Abstract

During recent years, Egypt water treatment plants allocated on the banks of River Nile have faced few accidents of hydrocarbon spills into the River which forced the operators to shout down many plants from Aswan to Cairo. Nevertheless, water supply applying the natural and low-cost technique called riverbank filtration has been used worldwide. For more than 100 years, RBF that has been used in Europe for public and industrial water supply along Rhine, Elbe, and Danube rivers. In RBF method, the surface water contaminants are removed or degraded as the infiltrating water moves from the river or lake to the abstraction wells. Physical, chemical, and biological treatment processes occur during this technique. In this work, RBF site which is located in east bank of river Nile at Upper Egypt was investigated. This site was established to supply potable water to the construction staff of about 3000 residents, of the new Naga Hammadi Barrage, Qena governorate. It consists of two productive wells of 55 m depth located at 100 m apart from River Nile. No further treatment processes were used except disinfection applying chlorine as calcium hypochlorite.
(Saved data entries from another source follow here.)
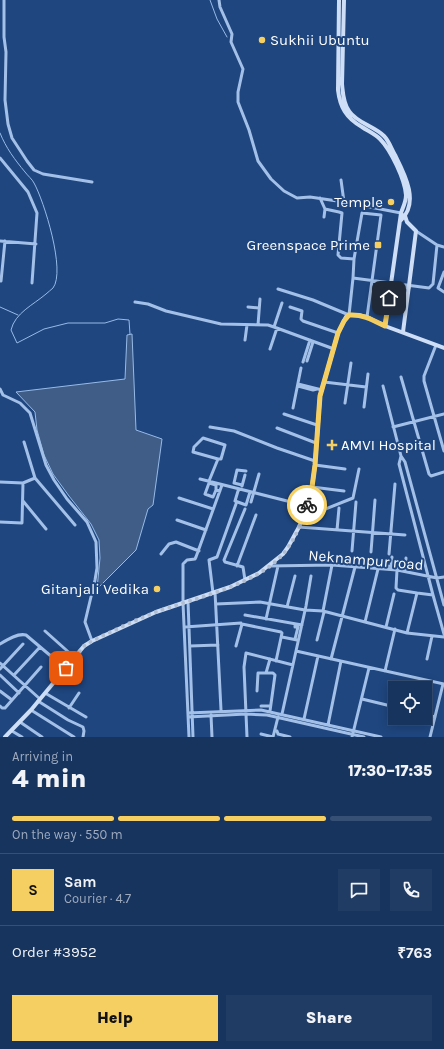 <!DOCTYPE html>
<meta charset="utf-8">
<style>
body{margin:0;font-family:Karla,sans-serif;background:#203c65;color:#f1f3f6;height:100vh;display:flex;flex-direction:column;font-size:15px;white-space:nowrap}
*{box-sizing:border-box;margin:0}
p{font-size:13px;color:#9eaabd}
.icon{flex:none;width:22px;height:22px;fill:none;stroke:currentColor;stroke-width:2;stroke-linecap:round;stroke-linejoin:round}
.map{position:relative;height:737px;overflow:hidden}
.drawer{display:flex;flex-direction:column;background:#17345f;flex:1}
.drawer>*{flex:none}
.fabs{position:absolute;left:388px;top:681px;display:grid;gap:8px}
.fabs a{display:grid;place-items:center;width:44px;height:44px;border-radius:0px;background:#17345f;box-shadow:0 2px 10px #0003,0 0 0 1px #364f74;font-size:20px}
.pin{position:absolute;display:grid;place-items:center;width:34px;height:34px;color:#fff;margin:-17px;border-radius:8px;box-shadow:0 2px 6px #0006}
.courier{position:absolute;display:grid;place-items:center;width:40px;height:40px;margin:-20px;border:3px solid #f6cf62;border-radius:50%;background:#fff;color:#222;box-shadow:0 1px 5px #0007}
.headline em{font-style:normal;font-weight:800}
.headline div{display:flex;flex-direction:column-reverse}
.headline{display:flex;align-items:center;justify-content:space-between;height:68px;padding:0 12px}
h1{font-size:26px;font-weight:800;line-height:30px}
.bar{display:grid;grid-template-columns:repeat(4,1fr);gap:6px 4px;align-content:center;height:48px;padding:0 12px}
.bar i{height:5px;border-radius:3px;background:#364f74}
.bar .on{background:#f6cf62}
.bar p{grid-column:span 4}
.line{display:flex;align-items:center;gap:10px;padding:0 12px;border-top:1px solid #364f74}
.line div{flex:1}
.round{display:grid;place-items:center;flex:none;width:42px;height:42px;border-radius:0px;background:#203c65}
.primary-button{display:flex;gap:8px;margin-top:auto;padding:8px 12px}
.primary-button a{flex:1;height:46px;border-radius:0px;background:#f6cf62;color:#111;font-size:16px;font-weight:800;line-height:46px;text-align:center}
.primary-button a+a{background:#203c65;color:#f1f3f6}
.map>svg:first-child{display:block}
.water{fill:#405d87;stroke:#96bbe9}
.lines{fill:none;stroke-linecap:round;stroke-linejoin:round}
.stream{stroke:#96bbe9;stroke-width:1}
.street{stroke:#a3c0e8;stroke-width:3}
.secondary{stroke:#cddef6;stroke-width:4}
.done{stroke:#b1bed2;stroke-width:4;stroke-dasharray:0 7.2}
.route{stroke:#f6cf62;stroke-width:5}
.poi-dot{fill:#f6cf62;stroke:#1f467f;stroke-width:1.5}
.labels{text-anchor:middle;stroke-width:4;stroke-linejoin:round;paint-order:stroke}
.poi-label{font-size:15px;fill:#fff;stroke:#1f467f;text-anchor:end}
.street-label{font-size:15px;fill:#fff;stroke:#1f467f}
</style>
<div class="map">
<svg width="444" height="737" viewBox="0 0 444 737">
<rect width="100%" height="100%" fill="#1f467f"/>
<path class="water" d="M132 334 136 430 162 439 153 505 148 509 136 550 97 589 100 558 99 540 91 524 69 496 53 474 44 455 37 430 35 412 16 392 125 379 127 335Z"/>
<g class="lines">
<path class="stream" d="M210 0 217 19 227 37
M0 133C6 148 15 160 25 172 28 176 32 179 34 183 44 201 66 271 53 288 51 290 48 292 46 294 33 305 15 313 11 330L17 343 44 329 68 323H105L118 319 129 320 130 334
M0 307 18 315"/>
<path class="street" d="M4 0V37L6 52 5 100 8 124 12 138 27 161 34 170 43 174 92 182
M219 0 220 7 232 34 231 42 243 69 238 92V102L249 130 258 161 271 179 284 191 297 198 310 197 344 202
M0 158 28 192 37 213 32 283
M341 180 344 202 401 213
M320 198 325 209 324 217
M325 209 339 212 342 213 338 255 341 258 354 259 353 278 429 288 433 284 437 245
M416 231 437 245 444 247
M0 241 36 244
M354 259 362 213 381 215 367 317
M444 272 438 288 444 292
M1 281 5 241
M405 288 402 311 391 310 394 287 395 286 409 288
M278 289 313 300 349 315 353 278
M135 302 148 304 166 311 221 324 268 325 274 327
M282 303 274 327 334 349
M248 307 259 308
M290 307 302 311 301 319 303 321 338 333
M258 325 260 299
M245 340 247 325
M436 345 424 376V381L444 451
M270 349 277 328
M307 361 313 342
M303 362 310 340
M401 377 429 474 431 476 444 472
M324 382 366 387
M298 384 322 390
M298 386 313 390 317 389
M383 386 401 456 405 462 444 605
M0 389 3 395 20 403 30 413 46 465 54 480 67 499 87 522 96 542 97 568 95 580 85 622 92 641
M345 403 351 363
M364 407 368 374
M293 408 301 368
M284 414 317 425
M210 427 234 431 277 448 315 461
M393 427 444 414
M277 428 316 443
M401 456 399 464 433 595 444 634
M315 465 345 469
M35 478 75 525
M200 479 307 506
M209 481 218 459H221L225 445 203 438 194 447 193 452 218 459
M0 482 23 483 35 478 24 442
M242 485 234 483 237 470 246 471
M242 486 245 475
M312 487 344 491
M240 489 238 491 235 501 246 505 250 492
M216 490V485L209 483 205 494 213 497 216 490 220 491
M179 498 213 509
M23 501 46 529
M251 502 259 474
M303 518 353 498 359 469
M177 520 206 530
M0 522 22 523 23 483
M299 527 405 535
M337 530 339 508
M352 551 356 502
M371 552 375 500
M161 554 169 544 176 542 199 551
M389 554 395 484
M378 565 413 569
M237 566 256 515
M269 566 332 565 397 570 437 578 444 577
M391 568 392 557
M397 570 396 588 398 590 417 593
M405 570 406 558
M245 580 243 567 225 562 224 560 245 509
M215 592 221 710
M213 593 209 560 217 557 236 504
M188 601 193 737
M216 604 260 602 305 610 323 611 407 633 444 637
M287 607 295 576
M323 611 332 565
M245 615 302 625
M266 619 278 566
M365 622 378 569
M295 624V627H298L295 639
M185 627 241 623
M386 627 394 594
M45 631 74 657
M407 633 417 593 433 595
M282 637 297 640
M317 640 324 612
M0 644C8 639 18 633 26 635L65 668
M190 646 218 645
M236 646 242 624 281 632 282 633 276 661
M296 651 444 684
M331 659 355 567
M427 659 432 636
M0 663 40 699
M0 669 23 644
M385 671 395 629
M266 673 270 659
M0 675 19 693
M14 675 40 647
M0 691 12 700
M257 691 258 673H273L275 675 270 711
M45 693 86 717
M362 699 395 707
M38 701 68 720 83 727 84 731 83 737
M0 706 2 708H5L41 667
M261 706H270
M69 708 79 693
M31 710 74 737
M188 713 261 710 381 737
M282 714 306 606 311 576
M425 714 435 717
M211 715 212 737
M188 717 246 714 267 715 364 737
M304 719 318 656
M20 722 42 737
M328 725 341 661
M12 731 22 737
M277 731 278 734 290 737
M261 734 273 737
M189 737 183 603V564L187 560 195 559 196 557 222 485
M247 737 244 667 246 653 293 665
M273 737 278 717
M352 737 369 668
M430 737 443 684"/>
<path class="secondary" d="M339 0 338 90C340 107 346 118 362 127 368 131 375 134 380 139 391 150 405 180 406 195 406 202 403 207 401 213L385 326
M344 0 342 84C343 93 343 103 349 111 357 123 374 126 384 136 389 141 391 148 395 155 404 173 420 202 401 220
M403 332 416 231 407 222 405 216 403 215
M5 737 31 710 84 646 92 641 156 612 230 587 259 573 283 554 288 547 299 527 307 506 312 487 315 465 320 396 338 333 346 317 349 315H358L367 317 385 326 444 348"/>
</g>
<g class="lines">
<path class="done" d="M66 668 84 646 92 641C113 631 135 620 156 612 194 598 257 585 283 554 295 540 302 522 307 505"/>
<path class="route" d="M307 505 312 487 315 465 320 396 338 333 344 321 349 315C363 314 373 320 385 326L389 298"/>
</g>
<g class="poi-dot">
<circle cx="262" cy="40" r="4"/>
<circle cx="391" cy="202" r="4"/>
<rect x="374" y="241" width="8" height="8" rx="2"/>
<path d="M330 439h4v4h4v4h-4v4h-4v-4h-4v-4h4z"/>
<circle cx="157" cy="589" r="4"/>
</g>
<g class="labels">
<g class="poi-label">
<text x="270" y="45" text-anchor="start">Sukhii Ubuntu</text>
<text x="383" y="207">Temple</text>
<text x="370" y="250">Greenspace Prime</text>
<text x="341" y="450" text-anchor="start">AMVI Hospital</text>
<text x="149" y="594">Gitanjali Vedika</text>
</g>
<g class="street-label">
<text transform="translate(366 560) rotate(5)" y="5">Neknampur road</text>
</g>
</g>
</svg>
<div class="fabs">
<a><svg class="icon" aria-label="locate" viewBox="0 0 24 24"><circle cx="12" cy="12" r="6"/><path d="M12 2v4M12 18v4M2 12h4M18 12h4"/></svg></a>
</div>
<div class="pin" style="left:66px;top:668px;background:#ea580c"><svg class="icon" aria-label="bag" viewBox="0 0 24 24"><path d="M5 8h14l-1 12H6zM9 8a3 3 0 0 1 6 0"/></svg></div>
<div class="pin" style="left:389px;top:298px;background:#1f2937"><svg class="icon" aria-label="home" viewBox="0 0 24 24"><path d="M3 11l9-7 9 7M6 9v11h12V9"/></svg></div>
<div class="courier" style="left:307px;top:505px"><svg class="icon" aria-label="bike" viewBox="0 0 24 24"><circle cx="6" cy="16" r="4"/><circle cx="18" cy="16" r="4"/><path d="M6 16l4-8h5l3 8M10 8l3 8H6M13 5h3"/></svg></div>
</div>
<section class="drawer">
<div class="headline"><div><h1>4 min</h1><p>Arriving in</p></div><em>17:30–17:35</em></div>
<div class="bar"><i class="on"></i><i class="on"></i><i class="on"></i><i></i><p>On the way · 550 m</p></div>
<div class="line" style="height:72px"><b class="round" style="background:#f6cf62;color:#111">S</b><div><b>Sam</b><p>Courier · 4.7</p></div><a class="round"><svg class="icon" aria-label="chat" viewBox="0 0 24 24"><path d="M4 5h16v11H9l-5 4z"/></svg></a><a class="round"><svg class="icon" aria-label="phone" viewBox="0 0 24 24"><path d="M5 4h4l2 5-3 2q2 4 5 5l2-3 5 2v4C11 20 4 13 5 4z"/></svg></a></div>
<div class="line" style="height:52px"><div>Order #3952</div><b>₹763</b></div>
<div class="primary-button"><a>Help</a><a>Share</a></div>
</section>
Water samples from abstraction wells were collected for physiochemical and microbiological measurements. Quality analysis of the samples indicates that the produced water using RBF technique complies with allowable standards for drinking purposes. The results have proven RBF effectiveness for water supply from river Nile in Upper Egypt and motivate its integration with tradition plants to secure water supply from Nile during the chemical pollution of Nile.